Los Angeles County (LAC) Department of Public Health (DPH) is notified of COVID variant strains identified in Los Angeles County residents or individuals with exposure to our county. We receive reports through a variety of different mechanisms including:
- Public health partners such as CDC, the California Department of Public Health, and other health jurisdictions that might identify a variant.
- Hospital laboratories, reference laboratories, researchers or other public partners.
- LAC Public Health Laboratory which has been sequencing since the summer of 2020.
Has your health department used any particular messaging to address IPC specific to new variants?
LACDPH uses our Health Alert Network (LAHAN) to quickly disseminate information to healthcare providers. The latest LAHAN regarding the COVID variant can be found here. We refer to the CDC for specific infection prevention and control guidance.
Have you changed any of your operations or handled these cases any differently than other COVID cases?
At this time, we have reported 8 UK B.1.1.7 variant cases. We conduct a special interview where we notify the case that the variant strain has been identified, ask additional questions to our routine COVID interview including travel-related exposure questions and assessment of contacts. We have not identified other variants of concern (e.g. South Africa B.1.351, Brazil P.1 and P.2); however, if we did, we would proceed similarly. Regarding the CAL.20C variant, which is prevalent in LAC, we have not handled these cases differently than other COVID cases.
What other challenges or questions do you have regarding new COVID variants?
The most common questions are about the characteristics of the variant virus strain. For example, it is more infectious or more severe? Does that vaccine protect against the variant? We are still learning about the variants and refer to current literature and guidance. The challenge for local public health is determining if the strain is present in our community to inform efforts of infection prevention and control.
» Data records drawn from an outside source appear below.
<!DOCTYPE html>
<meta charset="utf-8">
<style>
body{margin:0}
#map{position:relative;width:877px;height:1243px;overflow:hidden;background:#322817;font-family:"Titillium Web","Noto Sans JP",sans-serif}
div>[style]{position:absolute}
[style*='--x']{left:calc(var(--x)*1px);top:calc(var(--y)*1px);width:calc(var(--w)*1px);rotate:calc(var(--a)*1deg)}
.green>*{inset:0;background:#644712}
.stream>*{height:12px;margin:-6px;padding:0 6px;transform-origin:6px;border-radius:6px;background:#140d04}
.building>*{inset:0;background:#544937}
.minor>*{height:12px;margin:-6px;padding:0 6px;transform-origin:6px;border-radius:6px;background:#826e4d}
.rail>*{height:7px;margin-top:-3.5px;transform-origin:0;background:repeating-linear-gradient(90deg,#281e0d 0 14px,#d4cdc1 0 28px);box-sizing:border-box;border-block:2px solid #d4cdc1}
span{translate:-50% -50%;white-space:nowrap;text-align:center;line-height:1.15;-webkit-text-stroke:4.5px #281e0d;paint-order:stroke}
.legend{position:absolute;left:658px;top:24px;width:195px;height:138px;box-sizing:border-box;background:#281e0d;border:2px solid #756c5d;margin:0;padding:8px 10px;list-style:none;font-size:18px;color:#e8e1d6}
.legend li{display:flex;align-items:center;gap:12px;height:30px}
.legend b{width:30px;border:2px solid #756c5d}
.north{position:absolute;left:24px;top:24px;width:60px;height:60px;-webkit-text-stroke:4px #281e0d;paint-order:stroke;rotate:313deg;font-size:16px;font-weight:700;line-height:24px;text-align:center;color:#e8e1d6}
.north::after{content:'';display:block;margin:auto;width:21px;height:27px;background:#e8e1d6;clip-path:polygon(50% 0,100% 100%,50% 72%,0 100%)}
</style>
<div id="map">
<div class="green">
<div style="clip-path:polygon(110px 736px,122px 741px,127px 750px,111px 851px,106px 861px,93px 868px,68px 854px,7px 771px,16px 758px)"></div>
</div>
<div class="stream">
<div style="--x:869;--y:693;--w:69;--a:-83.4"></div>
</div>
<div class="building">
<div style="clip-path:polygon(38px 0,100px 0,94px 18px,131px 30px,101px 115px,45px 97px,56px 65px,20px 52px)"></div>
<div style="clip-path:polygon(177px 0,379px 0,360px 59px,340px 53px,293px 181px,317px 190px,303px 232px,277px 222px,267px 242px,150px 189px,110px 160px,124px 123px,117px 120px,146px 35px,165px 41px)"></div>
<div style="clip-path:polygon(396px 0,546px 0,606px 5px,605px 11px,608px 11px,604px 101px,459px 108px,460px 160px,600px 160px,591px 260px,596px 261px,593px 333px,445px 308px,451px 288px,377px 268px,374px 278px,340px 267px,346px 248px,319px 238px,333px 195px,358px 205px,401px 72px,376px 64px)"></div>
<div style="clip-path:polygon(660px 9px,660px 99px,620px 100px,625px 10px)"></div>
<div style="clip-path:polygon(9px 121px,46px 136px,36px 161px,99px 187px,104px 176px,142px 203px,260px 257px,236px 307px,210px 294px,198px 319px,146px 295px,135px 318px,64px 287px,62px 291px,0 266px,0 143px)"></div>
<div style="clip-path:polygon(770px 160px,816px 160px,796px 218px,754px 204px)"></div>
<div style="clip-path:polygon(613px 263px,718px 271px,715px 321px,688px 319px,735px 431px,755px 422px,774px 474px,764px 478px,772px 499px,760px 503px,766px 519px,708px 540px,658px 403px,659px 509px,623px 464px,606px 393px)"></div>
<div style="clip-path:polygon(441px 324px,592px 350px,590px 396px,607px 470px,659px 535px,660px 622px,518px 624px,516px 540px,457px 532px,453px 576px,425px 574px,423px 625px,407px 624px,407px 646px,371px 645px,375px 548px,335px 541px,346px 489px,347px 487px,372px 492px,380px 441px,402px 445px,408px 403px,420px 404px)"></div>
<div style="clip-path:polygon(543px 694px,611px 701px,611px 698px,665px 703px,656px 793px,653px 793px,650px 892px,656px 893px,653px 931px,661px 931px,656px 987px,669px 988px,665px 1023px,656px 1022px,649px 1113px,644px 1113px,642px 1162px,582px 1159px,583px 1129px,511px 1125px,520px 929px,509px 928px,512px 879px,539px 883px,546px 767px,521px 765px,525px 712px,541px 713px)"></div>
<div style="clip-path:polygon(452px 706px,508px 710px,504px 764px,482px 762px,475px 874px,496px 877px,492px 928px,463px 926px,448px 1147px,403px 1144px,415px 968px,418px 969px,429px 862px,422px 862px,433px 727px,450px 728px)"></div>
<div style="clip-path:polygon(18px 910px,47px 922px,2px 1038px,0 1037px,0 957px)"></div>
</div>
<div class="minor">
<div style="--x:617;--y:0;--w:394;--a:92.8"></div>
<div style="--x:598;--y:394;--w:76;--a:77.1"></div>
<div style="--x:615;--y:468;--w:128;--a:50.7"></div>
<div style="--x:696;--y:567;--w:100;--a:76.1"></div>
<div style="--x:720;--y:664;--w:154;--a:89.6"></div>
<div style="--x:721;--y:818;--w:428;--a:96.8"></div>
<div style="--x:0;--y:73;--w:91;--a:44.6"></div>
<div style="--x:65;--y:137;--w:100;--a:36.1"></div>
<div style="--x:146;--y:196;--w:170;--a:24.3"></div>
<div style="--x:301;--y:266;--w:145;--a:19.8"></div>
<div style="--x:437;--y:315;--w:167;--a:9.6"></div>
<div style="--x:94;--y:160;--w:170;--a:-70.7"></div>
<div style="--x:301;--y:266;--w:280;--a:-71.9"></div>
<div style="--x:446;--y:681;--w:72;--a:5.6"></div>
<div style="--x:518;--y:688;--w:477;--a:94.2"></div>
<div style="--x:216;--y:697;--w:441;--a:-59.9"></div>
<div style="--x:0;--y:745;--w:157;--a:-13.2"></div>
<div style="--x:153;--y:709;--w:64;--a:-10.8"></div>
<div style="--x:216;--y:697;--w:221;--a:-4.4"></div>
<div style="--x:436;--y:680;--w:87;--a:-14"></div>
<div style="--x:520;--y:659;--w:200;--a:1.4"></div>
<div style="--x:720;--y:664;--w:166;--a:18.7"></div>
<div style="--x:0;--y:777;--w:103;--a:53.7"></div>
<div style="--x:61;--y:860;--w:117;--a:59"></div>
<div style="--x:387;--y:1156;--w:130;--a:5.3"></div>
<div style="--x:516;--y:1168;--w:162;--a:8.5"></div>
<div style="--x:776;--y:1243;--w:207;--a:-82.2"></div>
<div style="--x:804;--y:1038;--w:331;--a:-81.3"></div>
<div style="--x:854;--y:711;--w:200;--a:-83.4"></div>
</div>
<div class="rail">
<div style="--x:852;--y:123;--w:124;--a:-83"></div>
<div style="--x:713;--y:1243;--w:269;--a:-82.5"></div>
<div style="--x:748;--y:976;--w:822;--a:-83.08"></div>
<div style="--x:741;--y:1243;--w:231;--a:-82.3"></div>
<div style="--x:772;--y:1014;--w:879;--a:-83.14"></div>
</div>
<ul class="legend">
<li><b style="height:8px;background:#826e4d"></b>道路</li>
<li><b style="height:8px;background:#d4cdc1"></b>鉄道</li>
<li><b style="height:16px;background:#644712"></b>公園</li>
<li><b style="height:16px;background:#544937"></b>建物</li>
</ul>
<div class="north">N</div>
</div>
As research continues to be collected globally and reporting to local health departments is unpredictable, the only certain way forward for many health officials is to utilize the attention on the new variants to keep communities vigilant in infection prevention methods like distancing and masking.
The questions and challenges that Los Angeles County Health Department have are comparable to those being expressed by many across the country, however clear answers are still unable to be declared by the research community as the new variants are being studied. From initial findings shared by the CDC, associations can be made between these new strains and higher rates of infection in communities. In some instances, cases of a variant of SARS-CoV-2 will not be directly reported to the LHD. The CDC publicly publishes numbers of new variant cases by state and variant. The map can be found here.
The CDC is continuously updating guidance regarding masks, including a recent change to layer a cloth mask or a mask fitter over a disposable mask to provide more protection by adding layers and reducing the risk of leaking around the edges. Stay up to date on the most recent guidance through the CDC’s website.